Evoco neste título uma obra célebre de André Malraux, que muitos conhecerão, através da qual concebe um museu de escala universal, sem fronteiras físicas, um museu imaginado, composto por imagens, cujas reproduções (de testemunhos com origem em diversas culturas e épocas) confinam-se às páginas do livro mas o que suscitam extravasa, em muito, esses limites. Geram interrogações, reflexões, que nos interpelam, é um contributo para o diálogo estabelecido entre os museus e a sociedade, na medida em que aqueles provocaram (a meu ver devem continuar a fazê-lo) uma outra percepção das obras de arte, da produção artística e cultural no geral, da nossa parte, enquanto pessoas, cidadãos, e claro está, públicos. Um museu global, aglutinador e intercultural (sem receio de utilizar o termo), que influencia a própria arte, a criação artística, e a nossa prestação enquanto indivíduos e cidadãos.

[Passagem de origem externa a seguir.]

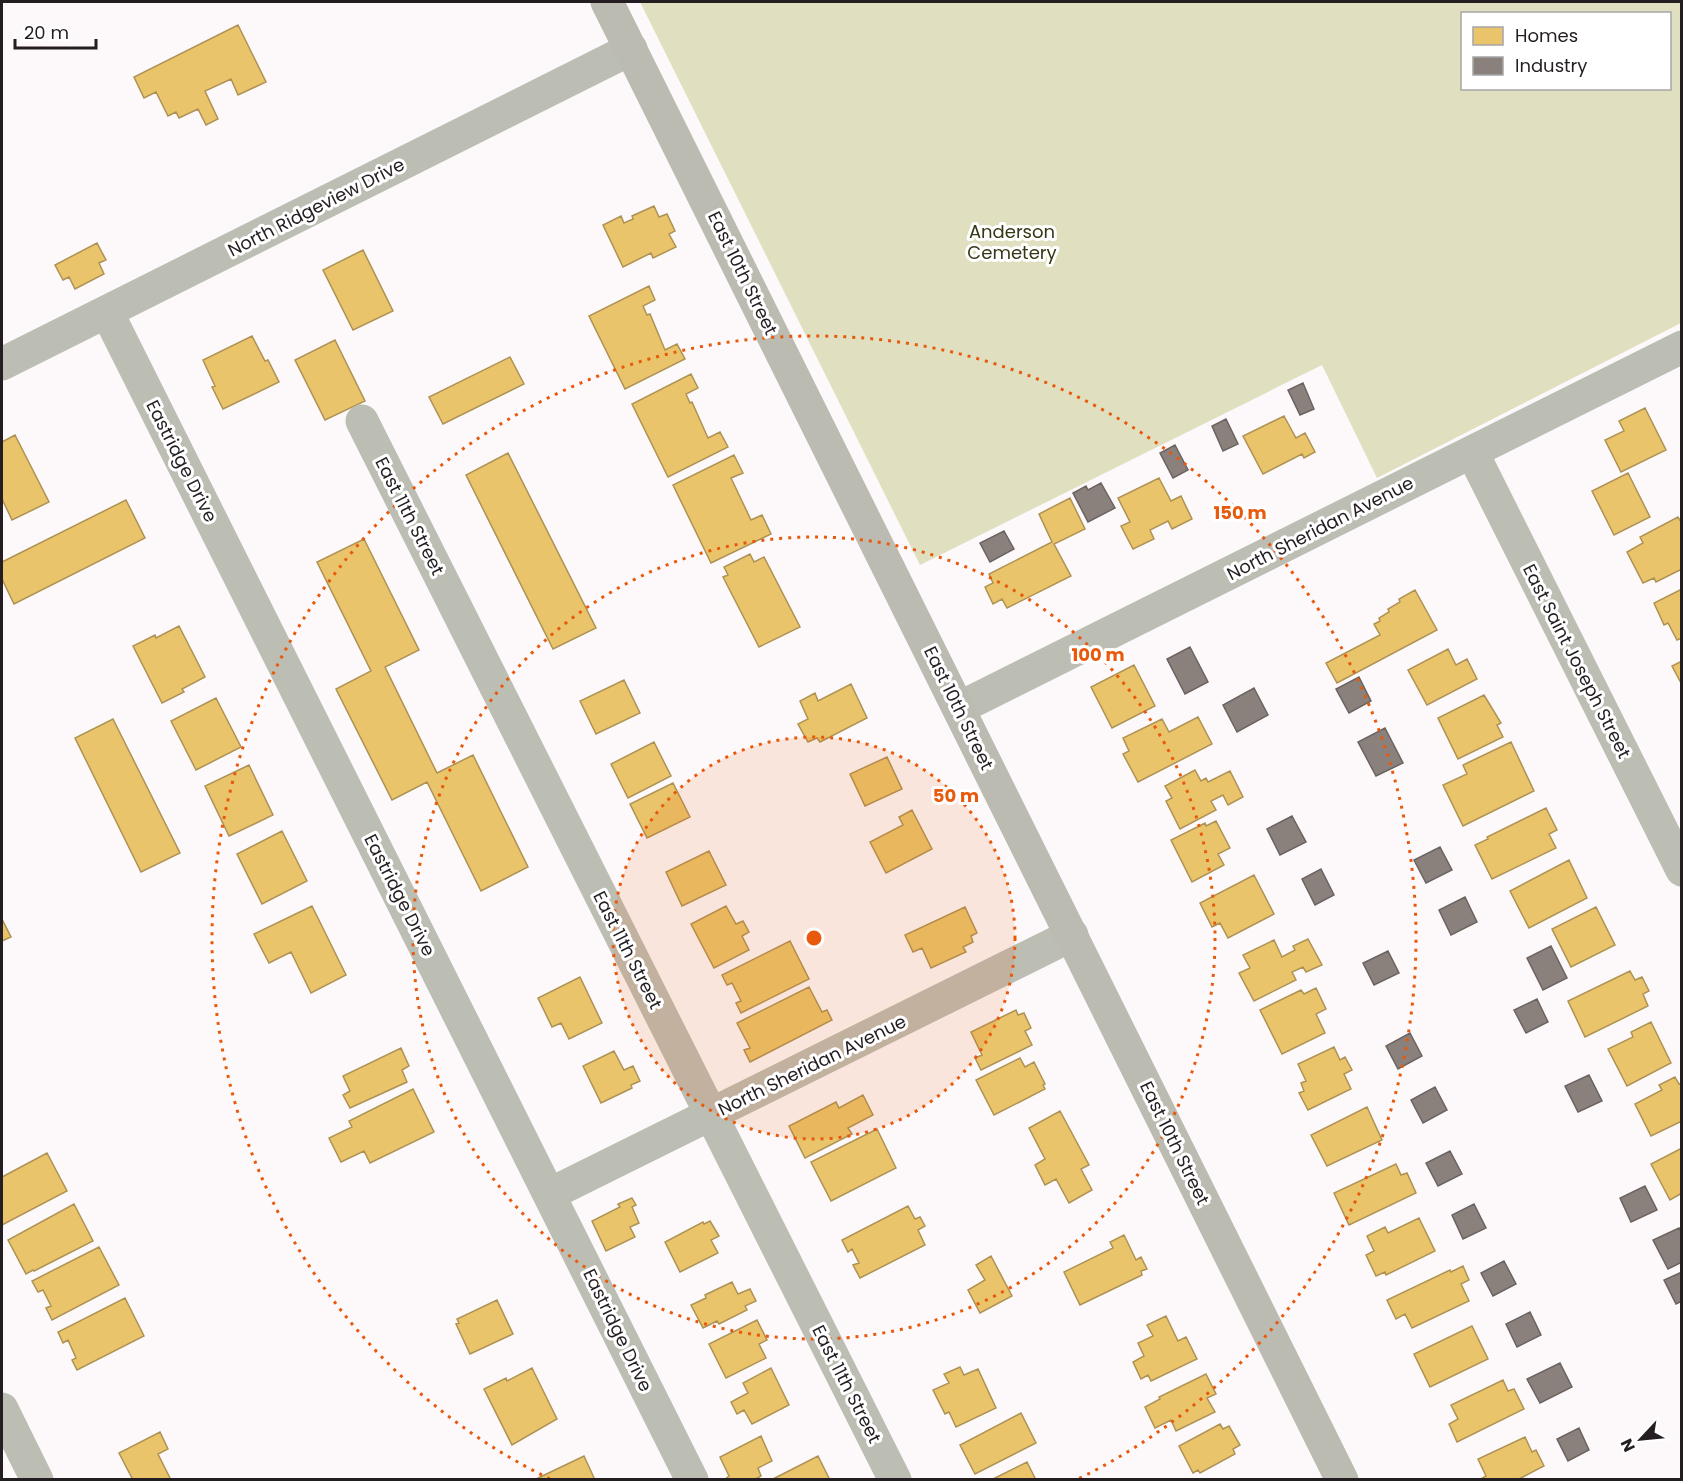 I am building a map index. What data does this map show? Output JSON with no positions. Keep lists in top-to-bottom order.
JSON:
{
  "streets": {
    "main road": ["East 10th Street"],
    "street": [
      "North Ridgeview Drive",
      "Eastridge Drive",
      "East 11th Street",
      "North Sheridan Avenue",
      "East Saint Joseph Street"
    ]
  },
  "crossings": [
    ["North Ridgeview Drive", "East 10th Street"],
    ["North Ridgeview Drive", "Eastridge Drive"],
    ["East 10th Street", "North Sheridan Avenue"],
    ["Eastridge Drive", "North Sheridan Avenue"],
    ["East 11th Street", "North Sheridan Avenue"],
    ["North Sheridan Avenue", "East Saint Joseph Street"]
  ],
  "parks": ["Anderson Cemetery"],
  "legend": ["Homes", "Industry"],
  "scale_bar": "20 m",
  "north": "bottom left",
  "rings": ["150 m", "100 m", "50 m"]
} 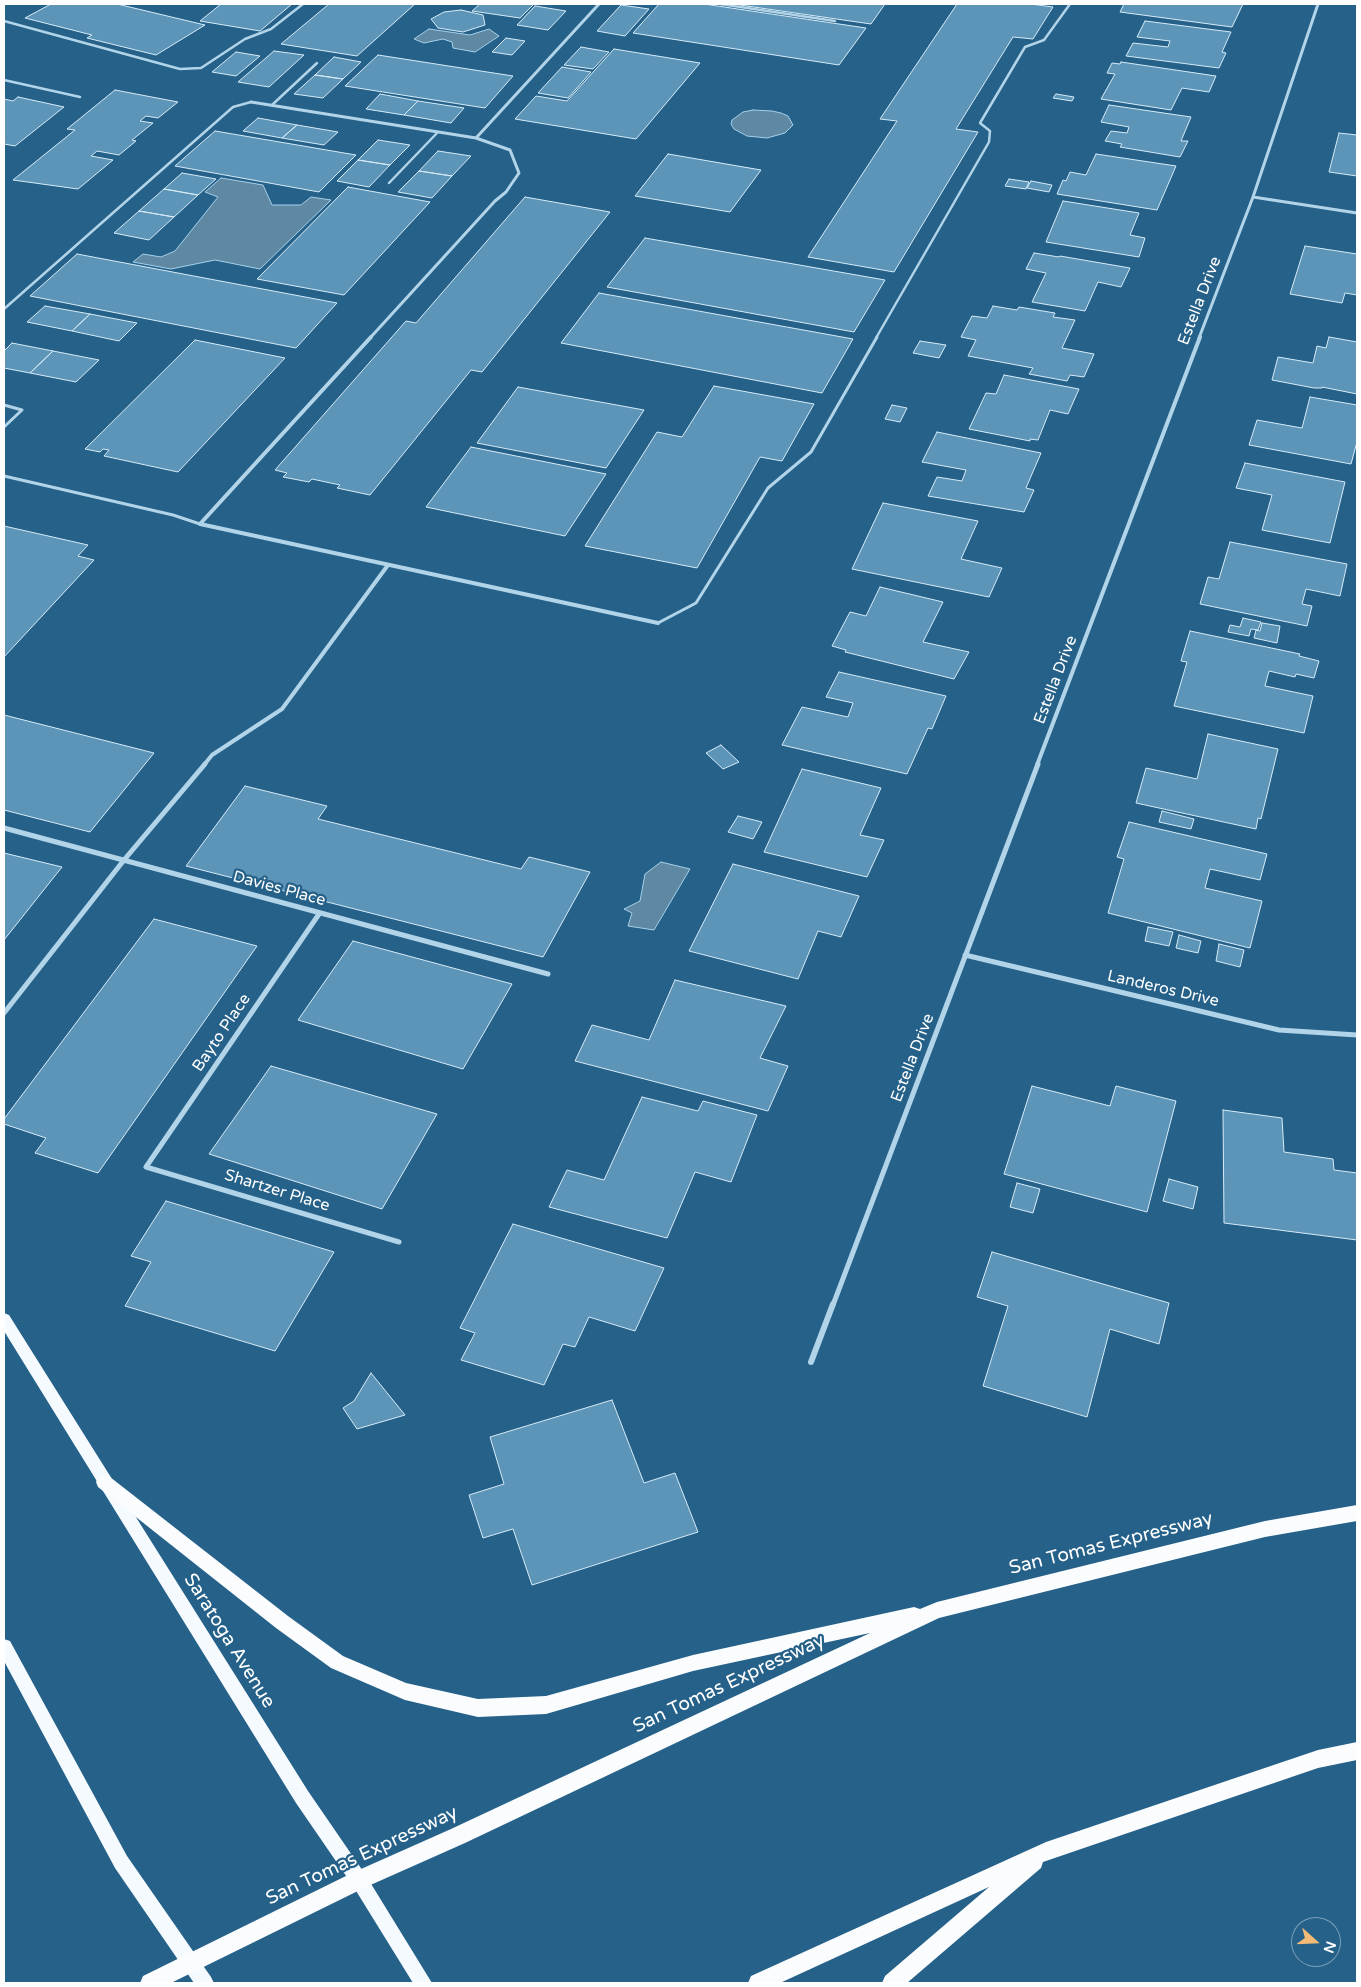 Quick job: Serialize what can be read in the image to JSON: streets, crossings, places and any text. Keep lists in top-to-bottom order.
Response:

As dinâmicas que lhe sucederam subsidiaram, com o auxílio da tecnologia e de novas formas de comunicação, um acelerar dessa disseminação e diálogo. Umas mais rigorosas e eficientes do que outras. Umas mais questionáveis e criticáveis do que outras. Em linha com a discussão sobre o sector cultural e criativo, no âmbito museológico e da musealização de património cultural, sobre o que é produção de conhecimento, científico, formativo, didático, pedagógico, o que é entretenimento e lúdico e até que ponto se podem e devem cruzar, articular. Já sem falar na tensão constante entre exposição, comunicação e conservação, todas vertentes da missão de um museu.

A definição de Museu que ainda vigora, com a chancela do International Council of Museums (ICOM), é “O museu é uma instituição permanente sem fins lucrativos, ao serviço da sociedade e do seu desenvolvimento, aberta ao público, que adquire, conserva, investiga, comunica e expõe o património material e imaterial da humanidade e do seu meio envolvente com fins de educação, estudo e deleite”. A Comissão Portuguesa do ICOM, presidida pelo José Alberto Ribeiro, divulgou publicamente - e aqui relembro - as diligências que tem feito, nomeadamente junto do Governo por via do ministro da Cultura, por ocasião do Dia Internacional dos Monumentos e Sítios deste ano (http://icom-portugal.org/2018/04/18/comunicado-icom-dia-internacional-de-monumentos-e-sitios/), alertando “para os problemas existentes na área dos museus”. Quero concentrar-me num deles, a necessidade de “revitalizar a RPM, com vista à valorização e qualificação crescentes dos museus portugueses, dos seus profissionais e dos serviços que prestam ao público”.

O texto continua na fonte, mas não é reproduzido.